Glibc comes with a memcmp implementation, of course. You can view the source here. It’s quite simple. If the passed buffer is not aligned on a word boundary, iterate byte by byte doing comparison via subtraction until you get to a word boundary. Then loop through word by word comparing with the equality operator (==). Once you get to the end of all the full words, compare the final few bytes by subtraction again.

This implementation is pretty good. It’s fast on most platforms as it maximizes aligned comparisons. It’s very portable as it does not take advantage of any processor specific features. However, the fact that it does not take advantage of processor features means that it could be faster.

SIMD (Single Instruction Multiple Data)

Many platforms have SIMD instructions. SIMD instructions are very specific vector instructions that allow you to manipulate large chunks of data with a single instruction. A common operation found in SIMD instruction sets is string comparison, which is what essentially what memcmp does. For instance, in the x86 architecture, there are instructions to compare strings 16 bytes at a time. That’s 4x the throughput of the glibc implementation.

Taking advantage of SIMD instructions is a bit tricky. They’re not supported on all platforms, even in the same processor family. Intel, for instance, has SSE1, SSE2, and SSE3 instruction sets, which all add new instructions not found in the previous iteration. Generally there’s no reason to go through the pain of using these instructions unless you absolutely know you need the speed boost. Today, we’re just doing it for fun.

GCC built-in functions

GCC comes with a number of SIMD optimized replacements for common libc functions. Memcmp is one of those functions that GCC optimizes. However, turning on this optimization is a bit tricky. Again, since every platform supports different instructions, you have to be very specific about what features are supported in order to get the maximum optimization. GCC will always create the most compatible binary it can unless specifically told otherwise, which is the right thing to do.

To compile with GCC’s optimized memcmp, we run the following:

gcc -Wall findneedle.c -O3 -march=opteron -o findneedle

This tells gcc to optimize as much as it can (-O3) and that it can expect to be running on a processor with the same features as the Opteron (x86-64, SSE1-3). I’m running this on an Intel Core Duo, which supports the same feature set. This gives us a version of the findneedle program that does not use the standard memcmp implementation, but instead uses GCC’s SIMD optimized version.

The Results

My test was simple: I timed how long it took to a 16K needle in a 328MB haystack.

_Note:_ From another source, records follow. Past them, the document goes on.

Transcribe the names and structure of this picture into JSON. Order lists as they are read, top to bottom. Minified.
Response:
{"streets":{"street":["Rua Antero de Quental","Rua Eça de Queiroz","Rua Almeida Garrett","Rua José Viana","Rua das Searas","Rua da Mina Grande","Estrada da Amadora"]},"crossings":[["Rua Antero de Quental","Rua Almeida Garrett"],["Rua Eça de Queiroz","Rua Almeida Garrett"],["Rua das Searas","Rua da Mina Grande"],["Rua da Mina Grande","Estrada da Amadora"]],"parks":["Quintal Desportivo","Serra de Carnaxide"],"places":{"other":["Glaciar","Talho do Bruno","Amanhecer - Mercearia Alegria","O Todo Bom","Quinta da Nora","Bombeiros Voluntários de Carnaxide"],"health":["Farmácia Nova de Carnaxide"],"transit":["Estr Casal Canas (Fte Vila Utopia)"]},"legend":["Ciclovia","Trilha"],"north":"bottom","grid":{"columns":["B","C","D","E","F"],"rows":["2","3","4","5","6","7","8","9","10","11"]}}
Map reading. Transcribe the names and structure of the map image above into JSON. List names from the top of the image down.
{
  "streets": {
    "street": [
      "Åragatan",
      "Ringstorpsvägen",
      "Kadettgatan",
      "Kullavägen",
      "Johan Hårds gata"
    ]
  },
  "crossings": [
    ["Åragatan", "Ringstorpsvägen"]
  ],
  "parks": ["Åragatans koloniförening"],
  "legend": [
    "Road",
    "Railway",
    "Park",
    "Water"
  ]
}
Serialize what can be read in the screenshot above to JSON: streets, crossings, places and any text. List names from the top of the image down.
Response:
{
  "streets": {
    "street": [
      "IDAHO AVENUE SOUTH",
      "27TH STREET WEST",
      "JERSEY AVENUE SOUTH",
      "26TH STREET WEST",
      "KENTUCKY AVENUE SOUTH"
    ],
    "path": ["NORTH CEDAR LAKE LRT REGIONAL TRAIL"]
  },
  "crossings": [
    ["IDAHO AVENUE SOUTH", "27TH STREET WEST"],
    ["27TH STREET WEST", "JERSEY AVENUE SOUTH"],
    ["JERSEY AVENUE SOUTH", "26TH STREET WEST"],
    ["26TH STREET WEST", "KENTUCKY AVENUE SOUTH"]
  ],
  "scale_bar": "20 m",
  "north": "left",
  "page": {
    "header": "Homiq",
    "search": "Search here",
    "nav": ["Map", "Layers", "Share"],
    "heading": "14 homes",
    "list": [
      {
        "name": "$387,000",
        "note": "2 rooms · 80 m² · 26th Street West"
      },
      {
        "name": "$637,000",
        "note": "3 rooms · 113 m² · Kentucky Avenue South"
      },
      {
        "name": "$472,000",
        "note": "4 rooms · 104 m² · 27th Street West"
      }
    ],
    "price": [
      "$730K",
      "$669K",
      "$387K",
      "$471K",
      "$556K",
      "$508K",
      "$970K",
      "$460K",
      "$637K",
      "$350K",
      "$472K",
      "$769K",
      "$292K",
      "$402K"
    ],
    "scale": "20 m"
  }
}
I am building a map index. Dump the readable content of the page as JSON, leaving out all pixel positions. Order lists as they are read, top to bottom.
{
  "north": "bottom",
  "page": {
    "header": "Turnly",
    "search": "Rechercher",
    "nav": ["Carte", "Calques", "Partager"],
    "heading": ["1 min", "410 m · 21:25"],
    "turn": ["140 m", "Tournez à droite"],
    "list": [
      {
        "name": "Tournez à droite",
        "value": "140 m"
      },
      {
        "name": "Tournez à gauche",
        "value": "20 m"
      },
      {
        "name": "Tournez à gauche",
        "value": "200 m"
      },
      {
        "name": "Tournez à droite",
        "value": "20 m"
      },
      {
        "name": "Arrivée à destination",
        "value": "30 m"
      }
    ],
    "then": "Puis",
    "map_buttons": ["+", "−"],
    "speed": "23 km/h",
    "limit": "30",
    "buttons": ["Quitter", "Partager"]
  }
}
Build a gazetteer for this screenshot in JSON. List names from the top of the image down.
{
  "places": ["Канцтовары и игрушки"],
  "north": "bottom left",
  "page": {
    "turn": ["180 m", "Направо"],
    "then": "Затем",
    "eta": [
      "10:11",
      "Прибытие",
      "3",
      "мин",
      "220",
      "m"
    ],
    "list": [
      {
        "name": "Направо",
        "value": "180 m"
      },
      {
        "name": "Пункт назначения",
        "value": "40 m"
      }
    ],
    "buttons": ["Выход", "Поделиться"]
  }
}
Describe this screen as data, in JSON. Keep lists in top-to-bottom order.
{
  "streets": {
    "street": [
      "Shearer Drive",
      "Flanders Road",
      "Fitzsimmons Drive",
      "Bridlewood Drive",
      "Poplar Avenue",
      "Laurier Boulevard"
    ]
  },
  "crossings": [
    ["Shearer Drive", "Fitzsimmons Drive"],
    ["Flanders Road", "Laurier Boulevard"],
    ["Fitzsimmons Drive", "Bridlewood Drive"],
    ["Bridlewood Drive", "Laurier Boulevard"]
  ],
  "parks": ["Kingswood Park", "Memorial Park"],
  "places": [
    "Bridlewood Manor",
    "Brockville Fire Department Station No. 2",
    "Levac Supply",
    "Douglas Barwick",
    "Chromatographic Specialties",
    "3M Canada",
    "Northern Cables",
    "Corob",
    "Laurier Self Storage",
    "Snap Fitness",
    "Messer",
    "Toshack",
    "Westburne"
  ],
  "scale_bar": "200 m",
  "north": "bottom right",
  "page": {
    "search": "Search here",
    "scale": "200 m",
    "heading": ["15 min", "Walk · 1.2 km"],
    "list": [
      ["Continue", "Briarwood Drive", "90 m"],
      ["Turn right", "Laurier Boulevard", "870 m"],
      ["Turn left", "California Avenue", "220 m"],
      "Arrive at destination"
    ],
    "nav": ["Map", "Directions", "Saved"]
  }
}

At first I was doing this on a virtual machine. The most interesting result of any of this is that the program running in a vmware image slowed down significantly. It went from an average of ~4 seconds to an average of ~10 seconds. Thinking that the virtual machine might be emulating the SIMD instructions, I compiled on my mac itself. In that situation I saw the expected speedup. The average search time went from ~4.4 seconds to ~4.1 seconds. That’s a 7% speedup!

Clearly, these results show that optimizing your program to take advantage of processor features does not always help very much. However, if you’re compiling your own programs (I’m looking at you, gentoo fanatics), it does help to make sure that your processor options are set correctly. Just switching a few flags can cause core functionality to be improved, and that makes the whole experience that much better.

Also, assume your virtual machine is a 486. It’s way faster that way.

Update:
There was a good debate about optimizing the algorithm itself over on hacker news. jws was nice enough to do a rundown on a number of different algorithms. Not surprisingly, the one demonstrated above is indeed the most naive.